Are there any stereotypes about women in stem that you want to address and dispel?

The education side of science seems more female oriented, but the scientific side is a lot more male dominated. That seems like, to me, something that should be addressed. It used to be a little discouraging, being the only female in the office or team. But the balance is changing. Women can do what our male counterparts can do. There’s nothing that can stop us. We’re equally as capable both mentally and physically to do these jobs, whether in education or research, in the office or out in the field. Girls need to see that women are here, in the workforce, challenging the stereotypes.

What unique qualities do you think girls and women bring to STEM fields?

Multitasking. I feel like at a young age it’s instilled in us that we need to be able to multitask, to be able to take care of everything going on around us and ourselves at the same time. I know that was how I felt, especially growing up with a younger sibling who I had to keep an eye on. Being able to work with people is another strength. We can jump into any sort of group and assimilate. We’re understanding and we have been raised to be empathetic.

Do you have any other advice for young women who might be thinking about STEM?

Try a lot of different things. At a young age, you don’t necessarily know what you want to do, so try anything and everything that might keep your interest. Explore all the different possibilities. If you don’t like it, that’s fine, move on. That’s what I did when I was younger. You’ll find what you like. Stick with it, build those skills and eventually they will lead into one job that you use all these skills for so. It just takes a little bit of initiative and being open to try something new. And you need to have the courage to fail. Allow yourself to fail at something, because that’s how we learn.

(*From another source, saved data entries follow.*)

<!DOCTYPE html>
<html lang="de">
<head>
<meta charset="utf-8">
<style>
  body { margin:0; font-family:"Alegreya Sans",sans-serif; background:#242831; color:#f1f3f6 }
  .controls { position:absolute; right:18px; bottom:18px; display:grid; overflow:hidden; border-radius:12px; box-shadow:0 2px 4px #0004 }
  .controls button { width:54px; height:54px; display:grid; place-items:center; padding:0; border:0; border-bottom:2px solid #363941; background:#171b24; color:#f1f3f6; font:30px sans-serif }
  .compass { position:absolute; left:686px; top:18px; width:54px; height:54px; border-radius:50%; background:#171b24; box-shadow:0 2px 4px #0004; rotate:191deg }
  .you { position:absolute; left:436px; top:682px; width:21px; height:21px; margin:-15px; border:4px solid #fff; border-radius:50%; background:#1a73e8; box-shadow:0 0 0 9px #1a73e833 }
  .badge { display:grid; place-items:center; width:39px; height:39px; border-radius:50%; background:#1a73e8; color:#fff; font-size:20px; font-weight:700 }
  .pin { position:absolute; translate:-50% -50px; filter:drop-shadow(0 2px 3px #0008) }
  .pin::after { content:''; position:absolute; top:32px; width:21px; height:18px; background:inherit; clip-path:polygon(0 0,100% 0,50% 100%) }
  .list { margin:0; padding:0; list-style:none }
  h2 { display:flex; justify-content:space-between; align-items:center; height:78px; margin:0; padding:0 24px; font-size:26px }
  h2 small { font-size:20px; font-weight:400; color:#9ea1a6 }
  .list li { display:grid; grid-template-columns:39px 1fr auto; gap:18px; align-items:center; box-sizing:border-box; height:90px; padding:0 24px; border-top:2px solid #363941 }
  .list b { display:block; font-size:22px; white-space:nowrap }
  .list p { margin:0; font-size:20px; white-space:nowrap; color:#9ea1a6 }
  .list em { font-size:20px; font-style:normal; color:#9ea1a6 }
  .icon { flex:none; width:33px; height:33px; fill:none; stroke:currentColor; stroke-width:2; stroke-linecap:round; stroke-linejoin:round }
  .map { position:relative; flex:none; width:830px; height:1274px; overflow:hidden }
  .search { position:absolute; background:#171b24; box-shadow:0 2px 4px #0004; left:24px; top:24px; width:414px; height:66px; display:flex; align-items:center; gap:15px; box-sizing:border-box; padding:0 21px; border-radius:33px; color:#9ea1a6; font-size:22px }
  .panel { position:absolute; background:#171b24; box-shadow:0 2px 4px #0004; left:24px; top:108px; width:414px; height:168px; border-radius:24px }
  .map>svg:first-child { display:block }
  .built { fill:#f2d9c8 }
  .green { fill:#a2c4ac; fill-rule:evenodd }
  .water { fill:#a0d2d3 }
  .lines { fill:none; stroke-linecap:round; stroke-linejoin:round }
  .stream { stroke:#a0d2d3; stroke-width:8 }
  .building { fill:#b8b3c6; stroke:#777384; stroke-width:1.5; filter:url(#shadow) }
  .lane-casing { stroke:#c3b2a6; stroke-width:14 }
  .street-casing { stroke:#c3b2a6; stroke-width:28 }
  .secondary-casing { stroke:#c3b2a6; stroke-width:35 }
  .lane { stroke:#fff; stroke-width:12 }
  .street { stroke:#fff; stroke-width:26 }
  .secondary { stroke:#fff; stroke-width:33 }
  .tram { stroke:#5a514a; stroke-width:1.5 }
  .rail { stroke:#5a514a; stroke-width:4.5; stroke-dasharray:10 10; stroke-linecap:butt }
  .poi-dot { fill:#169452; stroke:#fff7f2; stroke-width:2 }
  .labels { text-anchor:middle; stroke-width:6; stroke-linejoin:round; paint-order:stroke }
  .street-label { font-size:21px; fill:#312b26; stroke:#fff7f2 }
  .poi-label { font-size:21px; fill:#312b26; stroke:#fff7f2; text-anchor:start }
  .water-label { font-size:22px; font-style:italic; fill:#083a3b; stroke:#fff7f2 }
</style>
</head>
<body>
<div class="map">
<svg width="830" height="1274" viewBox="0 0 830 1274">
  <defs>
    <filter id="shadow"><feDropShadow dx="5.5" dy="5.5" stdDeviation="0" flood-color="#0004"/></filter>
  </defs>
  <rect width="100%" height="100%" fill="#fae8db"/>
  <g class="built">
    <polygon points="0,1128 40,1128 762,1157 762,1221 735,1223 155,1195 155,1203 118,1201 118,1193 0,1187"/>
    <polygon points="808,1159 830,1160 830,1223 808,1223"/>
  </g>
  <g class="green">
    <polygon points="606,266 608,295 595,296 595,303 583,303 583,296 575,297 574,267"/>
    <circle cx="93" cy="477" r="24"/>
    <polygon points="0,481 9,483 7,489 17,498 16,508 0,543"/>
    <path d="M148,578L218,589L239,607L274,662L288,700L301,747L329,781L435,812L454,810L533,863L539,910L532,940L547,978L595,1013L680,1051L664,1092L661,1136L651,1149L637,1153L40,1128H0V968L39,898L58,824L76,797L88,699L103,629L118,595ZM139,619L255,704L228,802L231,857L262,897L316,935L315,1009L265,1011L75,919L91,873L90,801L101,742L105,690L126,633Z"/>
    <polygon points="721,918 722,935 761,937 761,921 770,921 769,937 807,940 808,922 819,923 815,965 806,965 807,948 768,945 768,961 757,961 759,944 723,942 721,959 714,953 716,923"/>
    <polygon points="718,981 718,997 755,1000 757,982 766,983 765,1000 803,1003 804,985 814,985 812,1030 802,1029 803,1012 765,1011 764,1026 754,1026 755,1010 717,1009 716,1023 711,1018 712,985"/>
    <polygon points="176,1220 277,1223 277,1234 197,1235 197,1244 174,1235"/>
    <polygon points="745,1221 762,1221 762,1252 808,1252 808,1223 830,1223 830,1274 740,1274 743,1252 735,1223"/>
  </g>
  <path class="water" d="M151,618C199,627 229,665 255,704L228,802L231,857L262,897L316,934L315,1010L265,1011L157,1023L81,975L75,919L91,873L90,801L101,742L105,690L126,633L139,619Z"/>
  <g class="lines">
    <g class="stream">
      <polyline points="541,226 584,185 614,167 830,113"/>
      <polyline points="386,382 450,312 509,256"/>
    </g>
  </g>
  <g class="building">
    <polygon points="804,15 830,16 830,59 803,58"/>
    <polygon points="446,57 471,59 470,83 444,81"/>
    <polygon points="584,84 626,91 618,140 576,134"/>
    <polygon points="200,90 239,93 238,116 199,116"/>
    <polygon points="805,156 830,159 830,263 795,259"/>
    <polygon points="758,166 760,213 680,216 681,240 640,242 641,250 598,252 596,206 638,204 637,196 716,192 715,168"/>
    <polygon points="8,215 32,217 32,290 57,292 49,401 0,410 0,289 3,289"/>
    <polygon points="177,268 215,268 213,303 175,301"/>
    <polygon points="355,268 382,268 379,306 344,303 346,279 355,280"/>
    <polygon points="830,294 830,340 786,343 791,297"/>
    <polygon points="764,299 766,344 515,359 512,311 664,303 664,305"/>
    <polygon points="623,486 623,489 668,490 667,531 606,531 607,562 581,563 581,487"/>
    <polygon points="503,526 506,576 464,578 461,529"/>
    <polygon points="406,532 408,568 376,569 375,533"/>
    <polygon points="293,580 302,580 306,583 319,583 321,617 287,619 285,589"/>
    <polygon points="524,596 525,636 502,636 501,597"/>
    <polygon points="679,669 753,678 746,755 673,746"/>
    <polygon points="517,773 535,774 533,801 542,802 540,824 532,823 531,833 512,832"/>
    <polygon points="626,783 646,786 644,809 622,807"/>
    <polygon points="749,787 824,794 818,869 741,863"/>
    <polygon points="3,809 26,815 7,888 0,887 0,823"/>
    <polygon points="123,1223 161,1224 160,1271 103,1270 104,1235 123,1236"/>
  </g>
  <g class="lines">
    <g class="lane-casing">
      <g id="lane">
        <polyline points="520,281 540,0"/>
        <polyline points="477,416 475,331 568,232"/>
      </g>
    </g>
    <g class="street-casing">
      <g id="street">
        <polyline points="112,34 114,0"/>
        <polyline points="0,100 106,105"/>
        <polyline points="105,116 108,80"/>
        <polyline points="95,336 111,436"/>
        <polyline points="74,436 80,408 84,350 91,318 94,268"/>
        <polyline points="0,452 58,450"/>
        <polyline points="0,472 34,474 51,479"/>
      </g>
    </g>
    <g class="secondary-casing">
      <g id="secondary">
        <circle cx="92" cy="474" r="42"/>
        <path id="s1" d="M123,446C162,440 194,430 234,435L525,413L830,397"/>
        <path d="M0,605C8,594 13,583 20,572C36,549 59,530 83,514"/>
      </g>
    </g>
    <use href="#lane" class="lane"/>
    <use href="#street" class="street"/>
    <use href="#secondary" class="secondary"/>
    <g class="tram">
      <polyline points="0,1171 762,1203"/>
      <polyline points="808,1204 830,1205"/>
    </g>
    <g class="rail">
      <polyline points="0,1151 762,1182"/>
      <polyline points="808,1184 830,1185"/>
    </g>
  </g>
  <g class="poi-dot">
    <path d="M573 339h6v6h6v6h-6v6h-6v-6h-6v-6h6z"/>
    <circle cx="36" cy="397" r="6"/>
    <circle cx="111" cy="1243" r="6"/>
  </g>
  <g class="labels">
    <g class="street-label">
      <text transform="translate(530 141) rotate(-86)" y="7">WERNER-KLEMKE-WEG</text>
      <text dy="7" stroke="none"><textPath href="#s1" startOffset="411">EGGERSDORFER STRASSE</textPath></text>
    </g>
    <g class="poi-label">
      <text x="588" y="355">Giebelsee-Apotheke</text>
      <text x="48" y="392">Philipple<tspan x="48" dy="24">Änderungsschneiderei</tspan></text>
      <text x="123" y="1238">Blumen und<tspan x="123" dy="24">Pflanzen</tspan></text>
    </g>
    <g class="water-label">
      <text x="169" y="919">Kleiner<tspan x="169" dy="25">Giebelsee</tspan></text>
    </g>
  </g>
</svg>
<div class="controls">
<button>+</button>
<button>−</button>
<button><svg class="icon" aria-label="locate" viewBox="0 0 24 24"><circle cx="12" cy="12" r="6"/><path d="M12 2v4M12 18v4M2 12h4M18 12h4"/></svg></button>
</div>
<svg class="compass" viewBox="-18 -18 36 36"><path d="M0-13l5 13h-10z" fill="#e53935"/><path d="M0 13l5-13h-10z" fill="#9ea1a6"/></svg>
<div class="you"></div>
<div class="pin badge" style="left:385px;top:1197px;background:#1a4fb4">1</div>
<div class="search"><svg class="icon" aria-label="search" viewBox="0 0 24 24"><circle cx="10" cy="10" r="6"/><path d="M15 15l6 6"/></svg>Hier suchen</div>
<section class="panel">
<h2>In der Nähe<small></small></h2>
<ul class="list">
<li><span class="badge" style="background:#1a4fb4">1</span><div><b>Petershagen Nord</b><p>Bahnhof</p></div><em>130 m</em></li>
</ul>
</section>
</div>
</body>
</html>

What do you think is unique about Washington in terms of STEM careers and opportunities in this state?

I’ve worked in every time zone in the continental United States and Washington is unique. Here, schools are teaching STEM education at a young age and there are some great STEM opportunities here. I think the schools here do a great job of connecting STEM education with the career opportunities too, connecting the science to the jobs, and then connecting them with actual people in those fields, which is just mind-blowing. Washington is a leader in how to integrate STEM education and expose kids to different career paths. And there are so many different career opportunities here in Washington.

Can you share a fun fact about yourself that we could share with our readers?

My name is Aeriel, but I was not named after the mermaid from the Disney film we all love! I do have red hair and I do work with sea life, but I am (unfortunately) not a true mermaid.